◆ YOUR INSTRUCTIONS
Where "canvas" appears in a line of the entries below, that line should be copied.

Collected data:
BEGIN
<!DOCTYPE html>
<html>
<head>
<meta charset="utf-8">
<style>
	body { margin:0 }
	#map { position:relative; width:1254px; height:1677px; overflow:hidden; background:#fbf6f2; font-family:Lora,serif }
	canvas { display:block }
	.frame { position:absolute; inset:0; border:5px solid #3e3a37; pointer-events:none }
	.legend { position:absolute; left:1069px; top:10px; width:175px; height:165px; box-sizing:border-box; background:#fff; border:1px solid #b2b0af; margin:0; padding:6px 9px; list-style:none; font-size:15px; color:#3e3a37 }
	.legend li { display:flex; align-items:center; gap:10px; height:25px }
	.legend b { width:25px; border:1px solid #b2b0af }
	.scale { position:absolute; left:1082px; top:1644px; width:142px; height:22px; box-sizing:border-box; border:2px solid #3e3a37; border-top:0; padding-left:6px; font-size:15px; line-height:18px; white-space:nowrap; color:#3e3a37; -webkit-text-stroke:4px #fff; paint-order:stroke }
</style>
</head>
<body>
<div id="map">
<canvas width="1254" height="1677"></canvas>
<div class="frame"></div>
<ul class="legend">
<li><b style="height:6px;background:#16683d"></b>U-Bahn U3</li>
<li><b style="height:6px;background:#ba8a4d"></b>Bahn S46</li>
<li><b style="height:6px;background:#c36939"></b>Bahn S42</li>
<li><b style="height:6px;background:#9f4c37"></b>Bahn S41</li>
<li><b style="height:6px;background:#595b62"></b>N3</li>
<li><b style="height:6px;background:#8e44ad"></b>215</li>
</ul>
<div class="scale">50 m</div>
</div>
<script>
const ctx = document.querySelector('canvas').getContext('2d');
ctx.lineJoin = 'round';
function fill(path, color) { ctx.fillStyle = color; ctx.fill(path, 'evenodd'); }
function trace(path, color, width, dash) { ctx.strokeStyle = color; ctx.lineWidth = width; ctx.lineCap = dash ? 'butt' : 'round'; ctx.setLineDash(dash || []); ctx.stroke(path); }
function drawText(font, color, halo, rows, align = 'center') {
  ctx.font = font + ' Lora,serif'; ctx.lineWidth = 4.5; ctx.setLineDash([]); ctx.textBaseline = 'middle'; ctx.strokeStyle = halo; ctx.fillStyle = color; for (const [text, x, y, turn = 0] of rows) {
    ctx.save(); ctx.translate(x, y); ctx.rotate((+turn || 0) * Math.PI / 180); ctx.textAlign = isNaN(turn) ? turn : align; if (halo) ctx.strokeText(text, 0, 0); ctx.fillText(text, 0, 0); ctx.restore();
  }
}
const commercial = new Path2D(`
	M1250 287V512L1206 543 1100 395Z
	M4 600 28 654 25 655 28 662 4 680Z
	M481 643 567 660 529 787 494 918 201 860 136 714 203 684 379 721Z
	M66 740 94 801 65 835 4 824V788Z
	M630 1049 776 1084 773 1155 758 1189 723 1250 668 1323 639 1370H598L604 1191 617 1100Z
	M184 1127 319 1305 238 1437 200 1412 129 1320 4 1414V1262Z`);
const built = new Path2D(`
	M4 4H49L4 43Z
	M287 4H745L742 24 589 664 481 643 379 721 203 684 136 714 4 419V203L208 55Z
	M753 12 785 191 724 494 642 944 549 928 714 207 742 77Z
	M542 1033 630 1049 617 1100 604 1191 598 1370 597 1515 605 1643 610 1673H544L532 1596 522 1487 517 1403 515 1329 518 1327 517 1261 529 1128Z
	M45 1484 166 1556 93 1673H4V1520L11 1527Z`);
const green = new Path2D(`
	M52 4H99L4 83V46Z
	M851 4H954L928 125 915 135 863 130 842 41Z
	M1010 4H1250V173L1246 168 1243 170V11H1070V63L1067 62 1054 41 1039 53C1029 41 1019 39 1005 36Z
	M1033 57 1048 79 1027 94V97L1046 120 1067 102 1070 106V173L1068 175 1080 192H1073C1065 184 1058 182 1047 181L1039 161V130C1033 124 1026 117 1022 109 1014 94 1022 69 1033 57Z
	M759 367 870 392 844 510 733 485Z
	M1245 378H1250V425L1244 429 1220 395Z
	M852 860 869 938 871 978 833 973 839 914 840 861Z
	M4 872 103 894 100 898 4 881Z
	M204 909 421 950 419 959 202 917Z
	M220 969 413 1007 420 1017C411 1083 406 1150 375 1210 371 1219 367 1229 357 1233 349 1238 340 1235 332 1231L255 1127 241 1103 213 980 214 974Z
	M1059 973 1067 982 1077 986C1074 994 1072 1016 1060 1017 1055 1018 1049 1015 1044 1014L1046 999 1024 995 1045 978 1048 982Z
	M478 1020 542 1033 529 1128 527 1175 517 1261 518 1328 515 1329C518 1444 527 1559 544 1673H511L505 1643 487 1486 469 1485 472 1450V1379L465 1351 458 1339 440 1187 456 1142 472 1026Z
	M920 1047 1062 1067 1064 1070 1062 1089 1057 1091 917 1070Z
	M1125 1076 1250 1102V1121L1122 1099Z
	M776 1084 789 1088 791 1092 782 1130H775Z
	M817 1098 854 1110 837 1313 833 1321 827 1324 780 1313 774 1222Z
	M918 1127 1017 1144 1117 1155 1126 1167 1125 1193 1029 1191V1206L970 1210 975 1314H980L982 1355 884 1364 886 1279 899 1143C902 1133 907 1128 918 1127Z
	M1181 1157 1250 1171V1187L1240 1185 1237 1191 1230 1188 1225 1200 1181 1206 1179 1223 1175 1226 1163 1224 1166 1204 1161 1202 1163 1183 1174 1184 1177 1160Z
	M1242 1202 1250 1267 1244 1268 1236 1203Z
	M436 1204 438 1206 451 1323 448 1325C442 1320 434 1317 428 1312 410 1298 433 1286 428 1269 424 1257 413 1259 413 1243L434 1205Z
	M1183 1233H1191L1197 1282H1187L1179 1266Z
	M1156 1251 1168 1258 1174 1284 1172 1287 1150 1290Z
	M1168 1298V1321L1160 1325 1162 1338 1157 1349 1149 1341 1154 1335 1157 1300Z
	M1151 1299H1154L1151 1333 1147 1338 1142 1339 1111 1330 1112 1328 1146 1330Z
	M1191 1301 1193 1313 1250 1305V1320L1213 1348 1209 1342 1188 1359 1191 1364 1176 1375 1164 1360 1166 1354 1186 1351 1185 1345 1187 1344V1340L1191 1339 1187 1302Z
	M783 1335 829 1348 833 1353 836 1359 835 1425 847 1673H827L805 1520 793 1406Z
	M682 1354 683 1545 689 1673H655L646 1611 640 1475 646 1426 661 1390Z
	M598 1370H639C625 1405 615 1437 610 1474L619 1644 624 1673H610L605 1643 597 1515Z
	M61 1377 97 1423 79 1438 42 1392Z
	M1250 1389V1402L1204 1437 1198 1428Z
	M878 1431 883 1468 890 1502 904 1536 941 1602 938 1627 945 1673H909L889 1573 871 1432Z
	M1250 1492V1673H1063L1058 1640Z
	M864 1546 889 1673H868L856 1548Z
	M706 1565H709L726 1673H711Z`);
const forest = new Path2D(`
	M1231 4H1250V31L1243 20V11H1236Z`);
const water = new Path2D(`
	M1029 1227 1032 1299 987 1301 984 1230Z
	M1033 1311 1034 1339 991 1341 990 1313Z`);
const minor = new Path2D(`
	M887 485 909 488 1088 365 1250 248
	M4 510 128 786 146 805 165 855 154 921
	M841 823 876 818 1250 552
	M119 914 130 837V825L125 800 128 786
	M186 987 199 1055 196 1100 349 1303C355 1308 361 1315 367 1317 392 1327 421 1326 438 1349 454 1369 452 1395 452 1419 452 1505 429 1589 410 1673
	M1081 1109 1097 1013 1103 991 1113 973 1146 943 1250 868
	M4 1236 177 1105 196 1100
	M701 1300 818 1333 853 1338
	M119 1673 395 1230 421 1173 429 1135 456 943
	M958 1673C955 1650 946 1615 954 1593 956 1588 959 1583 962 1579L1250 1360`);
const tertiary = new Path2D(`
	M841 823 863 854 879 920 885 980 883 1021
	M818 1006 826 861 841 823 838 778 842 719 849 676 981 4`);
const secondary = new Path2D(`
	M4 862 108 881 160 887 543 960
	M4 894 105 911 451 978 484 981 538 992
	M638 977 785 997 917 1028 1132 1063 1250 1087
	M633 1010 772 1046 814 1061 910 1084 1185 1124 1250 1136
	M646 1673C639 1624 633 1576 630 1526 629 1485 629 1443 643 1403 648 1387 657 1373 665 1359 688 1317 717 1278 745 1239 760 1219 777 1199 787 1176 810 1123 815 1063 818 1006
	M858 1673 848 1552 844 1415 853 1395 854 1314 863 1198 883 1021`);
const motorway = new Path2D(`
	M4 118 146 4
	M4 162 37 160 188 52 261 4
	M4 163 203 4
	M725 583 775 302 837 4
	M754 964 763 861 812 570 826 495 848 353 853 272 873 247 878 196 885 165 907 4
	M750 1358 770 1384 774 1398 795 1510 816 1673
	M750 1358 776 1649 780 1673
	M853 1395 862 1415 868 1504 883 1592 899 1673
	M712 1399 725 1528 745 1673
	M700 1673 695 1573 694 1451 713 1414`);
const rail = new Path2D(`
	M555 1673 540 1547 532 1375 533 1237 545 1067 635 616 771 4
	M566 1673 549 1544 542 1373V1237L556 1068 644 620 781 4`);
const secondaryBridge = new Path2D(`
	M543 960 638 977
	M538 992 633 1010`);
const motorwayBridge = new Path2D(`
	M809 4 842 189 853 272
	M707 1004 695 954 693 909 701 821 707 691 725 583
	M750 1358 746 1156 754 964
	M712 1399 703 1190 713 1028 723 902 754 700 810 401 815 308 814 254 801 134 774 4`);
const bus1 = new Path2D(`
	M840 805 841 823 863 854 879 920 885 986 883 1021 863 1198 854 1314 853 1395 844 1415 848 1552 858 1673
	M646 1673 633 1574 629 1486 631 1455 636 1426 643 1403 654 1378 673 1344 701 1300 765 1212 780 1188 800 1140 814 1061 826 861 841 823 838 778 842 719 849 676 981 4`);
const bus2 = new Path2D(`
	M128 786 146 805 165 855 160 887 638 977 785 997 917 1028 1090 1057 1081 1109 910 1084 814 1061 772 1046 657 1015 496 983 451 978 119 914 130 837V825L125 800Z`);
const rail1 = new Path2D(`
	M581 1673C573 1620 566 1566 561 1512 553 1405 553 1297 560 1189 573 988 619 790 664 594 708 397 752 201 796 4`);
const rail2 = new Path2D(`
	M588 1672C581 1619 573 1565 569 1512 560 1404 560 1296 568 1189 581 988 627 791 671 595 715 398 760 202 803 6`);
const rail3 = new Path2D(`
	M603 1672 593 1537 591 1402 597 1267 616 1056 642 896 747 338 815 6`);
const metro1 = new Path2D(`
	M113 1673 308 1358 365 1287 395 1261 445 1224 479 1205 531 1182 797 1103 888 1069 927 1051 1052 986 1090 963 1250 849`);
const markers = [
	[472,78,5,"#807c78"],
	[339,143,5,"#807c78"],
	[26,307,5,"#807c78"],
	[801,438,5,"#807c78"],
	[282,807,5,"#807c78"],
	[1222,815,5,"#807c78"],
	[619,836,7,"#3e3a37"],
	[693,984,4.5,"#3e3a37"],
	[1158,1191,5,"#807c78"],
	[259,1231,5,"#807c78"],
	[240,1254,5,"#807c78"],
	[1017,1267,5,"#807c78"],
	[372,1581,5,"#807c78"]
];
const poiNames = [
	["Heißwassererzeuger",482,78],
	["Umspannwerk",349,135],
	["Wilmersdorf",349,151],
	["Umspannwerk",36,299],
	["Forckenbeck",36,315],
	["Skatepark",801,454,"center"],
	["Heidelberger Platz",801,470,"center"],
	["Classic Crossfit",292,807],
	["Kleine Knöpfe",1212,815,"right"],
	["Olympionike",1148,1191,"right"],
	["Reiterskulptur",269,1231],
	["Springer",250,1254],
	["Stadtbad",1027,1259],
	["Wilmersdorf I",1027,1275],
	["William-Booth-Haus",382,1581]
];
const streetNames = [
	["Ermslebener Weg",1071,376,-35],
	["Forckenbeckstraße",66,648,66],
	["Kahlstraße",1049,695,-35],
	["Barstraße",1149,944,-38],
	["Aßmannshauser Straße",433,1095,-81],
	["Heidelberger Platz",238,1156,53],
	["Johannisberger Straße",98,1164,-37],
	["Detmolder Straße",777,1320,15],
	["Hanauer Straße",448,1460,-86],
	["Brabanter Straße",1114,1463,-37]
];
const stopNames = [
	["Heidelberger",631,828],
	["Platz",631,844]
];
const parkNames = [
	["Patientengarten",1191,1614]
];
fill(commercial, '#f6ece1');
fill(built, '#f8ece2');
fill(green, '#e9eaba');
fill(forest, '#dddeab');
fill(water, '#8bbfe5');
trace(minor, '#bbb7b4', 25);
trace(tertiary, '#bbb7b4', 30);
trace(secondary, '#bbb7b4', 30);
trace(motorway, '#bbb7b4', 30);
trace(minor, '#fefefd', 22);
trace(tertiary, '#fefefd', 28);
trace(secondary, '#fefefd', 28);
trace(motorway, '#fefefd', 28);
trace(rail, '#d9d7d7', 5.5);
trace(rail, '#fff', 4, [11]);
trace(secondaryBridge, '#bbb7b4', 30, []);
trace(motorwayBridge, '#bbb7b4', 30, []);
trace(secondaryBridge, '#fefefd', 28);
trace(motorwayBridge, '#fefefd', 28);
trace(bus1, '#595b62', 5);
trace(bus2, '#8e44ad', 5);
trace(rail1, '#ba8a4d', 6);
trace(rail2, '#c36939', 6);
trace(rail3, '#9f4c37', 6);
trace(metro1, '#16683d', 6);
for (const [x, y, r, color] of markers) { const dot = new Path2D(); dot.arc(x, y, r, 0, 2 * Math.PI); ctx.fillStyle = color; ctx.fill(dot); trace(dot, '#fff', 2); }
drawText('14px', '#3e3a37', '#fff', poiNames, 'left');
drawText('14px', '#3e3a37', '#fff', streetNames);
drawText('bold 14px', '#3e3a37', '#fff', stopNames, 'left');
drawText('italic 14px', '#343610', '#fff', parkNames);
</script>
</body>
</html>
END
BEGIN
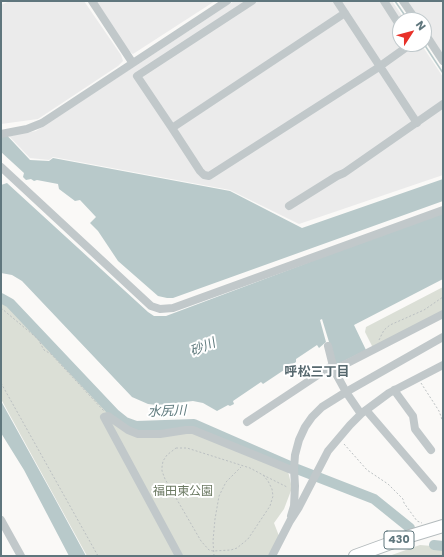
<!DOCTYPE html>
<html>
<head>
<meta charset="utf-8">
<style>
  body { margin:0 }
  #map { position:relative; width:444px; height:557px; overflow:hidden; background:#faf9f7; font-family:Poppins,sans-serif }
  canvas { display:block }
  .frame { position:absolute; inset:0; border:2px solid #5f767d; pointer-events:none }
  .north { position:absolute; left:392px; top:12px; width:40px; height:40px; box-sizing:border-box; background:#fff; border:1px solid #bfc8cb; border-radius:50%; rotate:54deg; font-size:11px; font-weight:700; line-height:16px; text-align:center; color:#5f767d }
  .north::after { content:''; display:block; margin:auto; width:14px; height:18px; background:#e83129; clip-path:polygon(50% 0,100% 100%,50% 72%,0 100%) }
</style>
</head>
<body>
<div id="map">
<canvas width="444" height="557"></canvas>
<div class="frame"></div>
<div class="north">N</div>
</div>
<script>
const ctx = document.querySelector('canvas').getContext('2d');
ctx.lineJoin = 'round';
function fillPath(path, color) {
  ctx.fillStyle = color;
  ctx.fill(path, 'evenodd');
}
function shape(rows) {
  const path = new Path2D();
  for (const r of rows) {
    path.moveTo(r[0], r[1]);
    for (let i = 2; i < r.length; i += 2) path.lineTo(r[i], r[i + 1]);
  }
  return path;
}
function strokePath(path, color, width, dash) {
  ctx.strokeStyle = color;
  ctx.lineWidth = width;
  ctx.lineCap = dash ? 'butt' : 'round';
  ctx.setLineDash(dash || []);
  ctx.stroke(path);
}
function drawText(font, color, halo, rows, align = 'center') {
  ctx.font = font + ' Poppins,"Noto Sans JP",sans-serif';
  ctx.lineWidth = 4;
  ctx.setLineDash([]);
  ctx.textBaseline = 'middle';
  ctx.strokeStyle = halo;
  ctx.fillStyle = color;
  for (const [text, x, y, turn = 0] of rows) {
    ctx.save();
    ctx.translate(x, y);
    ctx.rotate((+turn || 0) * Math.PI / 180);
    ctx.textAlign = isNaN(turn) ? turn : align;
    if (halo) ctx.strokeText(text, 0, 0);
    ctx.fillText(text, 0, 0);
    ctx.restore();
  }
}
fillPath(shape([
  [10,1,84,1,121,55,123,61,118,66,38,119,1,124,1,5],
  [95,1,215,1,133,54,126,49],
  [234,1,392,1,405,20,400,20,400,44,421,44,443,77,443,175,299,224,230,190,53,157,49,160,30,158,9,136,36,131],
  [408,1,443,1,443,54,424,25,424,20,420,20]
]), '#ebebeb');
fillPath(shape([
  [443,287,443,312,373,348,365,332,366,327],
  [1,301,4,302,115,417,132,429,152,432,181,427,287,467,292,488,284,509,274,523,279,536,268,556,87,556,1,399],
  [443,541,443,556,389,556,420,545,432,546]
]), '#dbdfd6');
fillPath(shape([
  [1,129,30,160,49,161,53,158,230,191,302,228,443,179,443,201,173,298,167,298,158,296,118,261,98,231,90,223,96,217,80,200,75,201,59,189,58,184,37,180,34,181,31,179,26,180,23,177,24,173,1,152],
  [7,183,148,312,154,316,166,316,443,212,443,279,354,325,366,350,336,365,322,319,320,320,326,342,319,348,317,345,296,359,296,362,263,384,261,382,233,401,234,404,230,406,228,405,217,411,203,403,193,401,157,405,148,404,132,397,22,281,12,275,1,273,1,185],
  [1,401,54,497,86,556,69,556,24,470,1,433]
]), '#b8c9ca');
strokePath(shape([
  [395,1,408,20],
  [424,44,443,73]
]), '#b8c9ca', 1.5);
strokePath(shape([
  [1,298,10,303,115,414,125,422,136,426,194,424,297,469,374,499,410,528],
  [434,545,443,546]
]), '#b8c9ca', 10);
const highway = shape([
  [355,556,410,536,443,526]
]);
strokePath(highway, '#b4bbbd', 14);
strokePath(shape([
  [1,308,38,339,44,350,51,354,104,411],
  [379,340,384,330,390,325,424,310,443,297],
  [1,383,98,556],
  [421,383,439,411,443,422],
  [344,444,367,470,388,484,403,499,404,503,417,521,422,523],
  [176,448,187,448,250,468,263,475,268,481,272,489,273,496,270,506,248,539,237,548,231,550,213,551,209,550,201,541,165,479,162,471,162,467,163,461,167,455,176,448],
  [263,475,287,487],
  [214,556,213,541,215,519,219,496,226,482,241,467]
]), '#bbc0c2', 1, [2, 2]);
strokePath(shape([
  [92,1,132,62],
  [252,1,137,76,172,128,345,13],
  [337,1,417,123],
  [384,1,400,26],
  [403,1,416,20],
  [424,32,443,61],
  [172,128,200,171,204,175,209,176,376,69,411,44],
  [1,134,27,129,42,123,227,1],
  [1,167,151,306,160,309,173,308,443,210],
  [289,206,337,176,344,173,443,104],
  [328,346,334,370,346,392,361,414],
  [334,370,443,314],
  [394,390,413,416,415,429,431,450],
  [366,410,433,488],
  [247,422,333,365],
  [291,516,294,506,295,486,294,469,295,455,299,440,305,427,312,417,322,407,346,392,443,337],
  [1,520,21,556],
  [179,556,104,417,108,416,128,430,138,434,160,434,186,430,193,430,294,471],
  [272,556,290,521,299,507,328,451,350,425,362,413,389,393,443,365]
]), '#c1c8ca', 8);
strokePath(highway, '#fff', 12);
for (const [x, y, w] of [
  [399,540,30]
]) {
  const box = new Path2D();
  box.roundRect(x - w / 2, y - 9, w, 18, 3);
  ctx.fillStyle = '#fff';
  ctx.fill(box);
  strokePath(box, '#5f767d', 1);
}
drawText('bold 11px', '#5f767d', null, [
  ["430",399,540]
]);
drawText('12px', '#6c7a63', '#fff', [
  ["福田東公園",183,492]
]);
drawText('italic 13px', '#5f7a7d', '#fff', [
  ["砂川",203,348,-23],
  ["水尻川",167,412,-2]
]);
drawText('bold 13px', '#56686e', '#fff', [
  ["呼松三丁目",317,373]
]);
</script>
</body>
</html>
END
◆ OUTPUT FOR THIS TASK
	canvas { display:block }
<canvas width="1254" height="1677"></canvas>
const ctx = document.querySelector('canvas').getContext('2d');
  canvas { display:block }
<canvas width="444" height="557"></canvas>
const ctx = document.querySelector('canvas').getContext('2d');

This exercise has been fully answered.